Недели через две-три нас поставили в пару для совместного проекта по английскому языку. Надо было сочинить рассказ с дополнительным творческим элементом. Мы с Джесси весь урок обсуждали идеи, а в школьном автобусе по дороге домой он сел рядом со мной, как будто так и надо. Как будто мы с ним сидели вместе всегда. Обычно в автобусе Джесси садился с мальчишками в задних рядах, так что все обратили внимание, когда он перебрался ко мне ближе к центру салона.

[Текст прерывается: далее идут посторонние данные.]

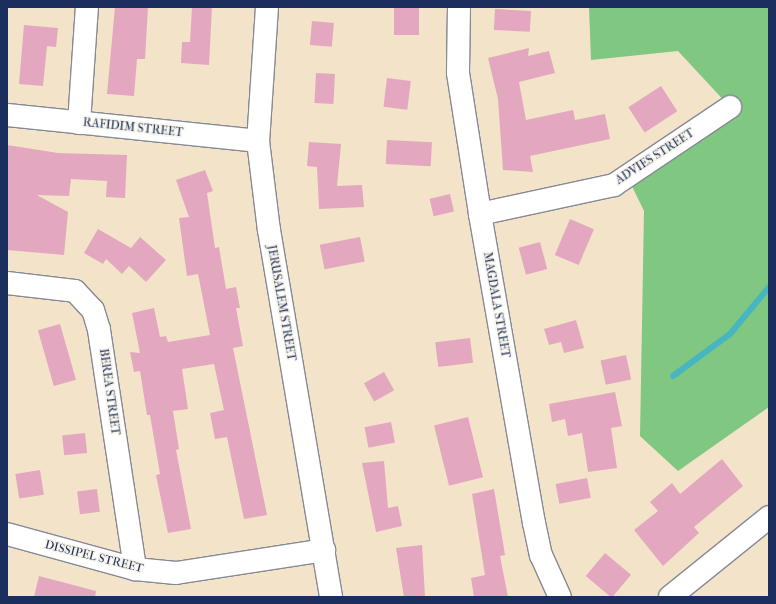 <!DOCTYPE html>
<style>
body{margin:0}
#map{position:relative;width:776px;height:604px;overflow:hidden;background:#f2e3c9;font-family:"IM FELL French Canon",serif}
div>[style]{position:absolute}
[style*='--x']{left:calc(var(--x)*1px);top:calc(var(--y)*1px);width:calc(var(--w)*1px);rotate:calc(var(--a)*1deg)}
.green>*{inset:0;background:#80c782}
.stream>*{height:6px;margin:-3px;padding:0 3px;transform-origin:3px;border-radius:3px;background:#47b6c0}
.building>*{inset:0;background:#e3a8bf;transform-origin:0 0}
.roads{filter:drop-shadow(1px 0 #868994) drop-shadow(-1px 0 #868994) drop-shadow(0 1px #868994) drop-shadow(0 -1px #868994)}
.minor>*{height:22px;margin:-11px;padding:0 11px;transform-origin:11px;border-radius:11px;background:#fff}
span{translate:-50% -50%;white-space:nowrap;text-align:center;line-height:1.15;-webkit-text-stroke:3px #f7f3e8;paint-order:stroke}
.street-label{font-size:12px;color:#1b2f5e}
.frame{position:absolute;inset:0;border:8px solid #1b2f5e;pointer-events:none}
</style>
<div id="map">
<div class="green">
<i style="clip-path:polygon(589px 7px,769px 7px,769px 407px,678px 471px,640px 436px,644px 211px,628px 178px,730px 107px,678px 51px,591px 60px)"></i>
</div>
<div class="stream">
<i style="--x:673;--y:376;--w:71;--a:-36.4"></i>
<i style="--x:730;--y:334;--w:61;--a:-50.3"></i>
</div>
<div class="building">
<i style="clip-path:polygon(115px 7px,148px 7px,145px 59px,137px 59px,134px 96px,107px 94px)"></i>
<i style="clip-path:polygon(192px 7px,212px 7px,209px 65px,181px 63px,182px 42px,190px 42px)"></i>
<i style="left:394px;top:7px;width:25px;height:28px"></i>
<i style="left:495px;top:9px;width:36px;height:21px;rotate:3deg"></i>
<i style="left:312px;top:21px;width:22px;height:24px;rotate:5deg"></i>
<i style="clip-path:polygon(24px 25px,58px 28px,56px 47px,47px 46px,43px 86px,19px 84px)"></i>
<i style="clip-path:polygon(529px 48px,528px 56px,549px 51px,555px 73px,519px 82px,526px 120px,573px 110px,575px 120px,605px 114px,610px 139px,530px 156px,533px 172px,503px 170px,498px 99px,488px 58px)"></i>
<i style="left:316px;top:73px;width:19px;height:30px;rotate:3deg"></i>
<i style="left:387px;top:78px;width:24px;height:29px;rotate:7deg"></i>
<i style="left:661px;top:86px;width:30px;height:39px;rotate:57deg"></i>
<i style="left:387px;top:140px;width:45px;height:24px;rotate:3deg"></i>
<i style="clip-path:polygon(309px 142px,341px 144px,337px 186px,362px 185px,364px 207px,319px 209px,317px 167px,307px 166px)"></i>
<i style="clip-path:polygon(7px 145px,58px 153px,127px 155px,125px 198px,106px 197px,107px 181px,71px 179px,69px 196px,37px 195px,68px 212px,64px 255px,7px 250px)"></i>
<i style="clip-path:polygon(205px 170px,213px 191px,207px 193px,215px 248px,219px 247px,226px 289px,236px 287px,240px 308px,236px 308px,243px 346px,233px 348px,267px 515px,244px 519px,227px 437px,215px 439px,210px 413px,224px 410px,214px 364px,182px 369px,188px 409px,173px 411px,179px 449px,176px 450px,191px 529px,168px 533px,156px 475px,160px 474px,150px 415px,147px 415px,140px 371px,134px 372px,130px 352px,140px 353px,132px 313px,154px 308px,160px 337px,166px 336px,168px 342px,210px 335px,198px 274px,187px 276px,179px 218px,189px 217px,176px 180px)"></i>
<i style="left:450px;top:194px;width:18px;height:21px;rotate:77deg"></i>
<i style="left:570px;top:219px;width:26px;height:39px;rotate:23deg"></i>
<i style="clip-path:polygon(98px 229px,131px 248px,140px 237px,166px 260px,146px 282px,129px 266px,122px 274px,106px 259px,103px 264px,84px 253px)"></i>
<i style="left:360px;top:237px;width:25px;height:41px;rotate:79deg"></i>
<i style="left:540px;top:242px;width:28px;height:22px;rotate:75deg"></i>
<i style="clip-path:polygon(576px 320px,584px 348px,564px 353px,561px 342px,549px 345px,544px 329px)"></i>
<i style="left:60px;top:324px;width:58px;height:23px;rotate:74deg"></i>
<i style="left:470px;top:338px;width:25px;height:35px;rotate:83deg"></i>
<i style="left:626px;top:355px;width:25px;height:26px;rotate:78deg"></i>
<i style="left:384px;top:372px;width:21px;height:23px;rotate:61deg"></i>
<i style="clip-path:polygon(615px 392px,622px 426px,611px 428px,617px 468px,588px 472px,582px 433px,568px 436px,565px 419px,552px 422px,549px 404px)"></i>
<i style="left:468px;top:417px;width:62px;height:35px;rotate:76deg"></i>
<i style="left:391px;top:422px;width:21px;height:27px;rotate:79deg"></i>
<i style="left:85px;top:433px;width:20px;height:23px;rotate:84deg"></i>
<i style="clip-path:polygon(722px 459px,743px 486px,694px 527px,699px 533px,663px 566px,634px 530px,658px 511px,650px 502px,672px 483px,680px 494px)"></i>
<i style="clip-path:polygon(384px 461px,388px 508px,398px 506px,402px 526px,376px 532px,362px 463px)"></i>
<i style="left:40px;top:470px;width:25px;height:25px;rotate:81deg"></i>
<i style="left:587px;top:478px;width:20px;height:32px;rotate:79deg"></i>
<i style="left:97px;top:489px;width:23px;height:20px;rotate:83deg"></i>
<i style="clip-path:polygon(494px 489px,505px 555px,500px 556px,508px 597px,474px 597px,471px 578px,485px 575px,472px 494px)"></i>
<i style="clip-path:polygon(422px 545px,425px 597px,404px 597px,396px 548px)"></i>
<i style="left:605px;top:553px;width:34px;height:30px;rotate:40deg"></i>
<i style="clip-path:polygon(39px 576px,96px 591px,95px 597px,34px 597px)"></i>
</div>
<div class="roads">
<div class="minor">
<i style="--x:267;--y:7;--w:134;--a:93.8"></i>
<i style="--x:258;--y:141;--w:90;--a:83"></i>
<i style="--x:269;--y:230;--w:372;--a:80.4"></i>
<i style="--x:459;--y:7;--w:66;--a:90.9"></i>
<i style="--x:458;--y:73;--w:143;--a:81.1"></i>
<i style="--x:480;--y:214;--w:314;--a:80.1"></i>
<i style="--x:534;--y:523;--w:33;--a:78"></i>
<i style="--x:541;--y:555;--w:46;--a:65.7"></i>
<i style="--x:7;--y:115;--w:252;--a:5.9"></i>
<i style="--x:79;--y:123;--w:116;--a:-86.1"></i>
<i style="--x:480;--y:214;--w:137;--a:-12.2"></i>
<i style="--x:614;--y:185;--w:140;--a:-33.9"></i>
<i style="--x:7;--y:283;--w:68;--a:6.7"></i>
<i style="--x:75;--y:291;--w:26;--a:47"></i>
<i style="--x:93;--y:310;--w:21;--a:73"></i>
<i style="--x:99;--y:330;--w:242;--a:81.4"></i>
<i style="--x:7;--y:534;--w:133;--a:15.3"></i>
<i style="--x:135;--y:569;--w:41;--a:5.6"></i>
<i style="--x:176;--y:573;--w:150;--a:-8.8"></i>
<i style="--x:670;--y:597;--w:127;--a:-38.9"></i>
</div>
</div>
<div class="street-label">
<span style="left:133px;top:128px;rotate:6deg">RAFIDIM STREET</span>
<span style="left:655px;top:157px;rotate:-33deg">ADVIES STREET</span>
<span style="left:281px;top:303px;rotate:80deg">JERUSALEM STREET</span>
<span style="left:496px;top:305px;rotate:80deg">MAGDALA STREET</span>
<span style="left:109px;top:392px;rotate:82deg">BEREA STREET</span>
<span style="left:94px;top:557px;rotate:14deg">DISSIPEL STREET</span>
</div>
<div class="frame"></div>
</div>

Он предложил вместе придумать сюжет, а потом «ты напишешь рассказ, а я его проиллюстрирую картой».

Джесси показал блокнот со своими эскизами: домами, замками, башнями. Глядя на его рисунки с четкими линиями, тонкой штриховкой и кучей деталей, я очень живо представила фантастический мир, который мы создавали. У меня зачесались руки, забурлило в животе, а во рту появился особый привкус, как бывало всегда, когда мне не терпелось засесть за историю.

Сколько я себя помню, я всегда сочиняла истории. С самого раннего детства. У мамы и бабушки сохранилась целая стопка рукописных брошюрок с рассказами, сочиненными мною в семь, восемь и девять лет. В основном это были истории о животных, по большей части – о лошадях, и особенно – о гнедом пони по имени Звездочка, которого я пыталась воплотить в реальность силой мысли. Когда я стала старше, я перешла к более серьезным рассказам, самодовольно считая их «настоящими литературными произведениями», и вовсю строила планы будущих романов. Когда папа уехал в Перт, а Лорен вечно гуляла с подругами и ее почти никогда не было дома, я проводила все выходные за письменным столом. Мне нравилось сочинять и записывать истории, я ощущала нутром, что у меня хорошо получается, но, несмотря на эту уверенность, я стеснялась показывать посторонним свои работы. Это был мой личный, сокровенный триумф, слишком хрупкий, чтобы доверять его другим.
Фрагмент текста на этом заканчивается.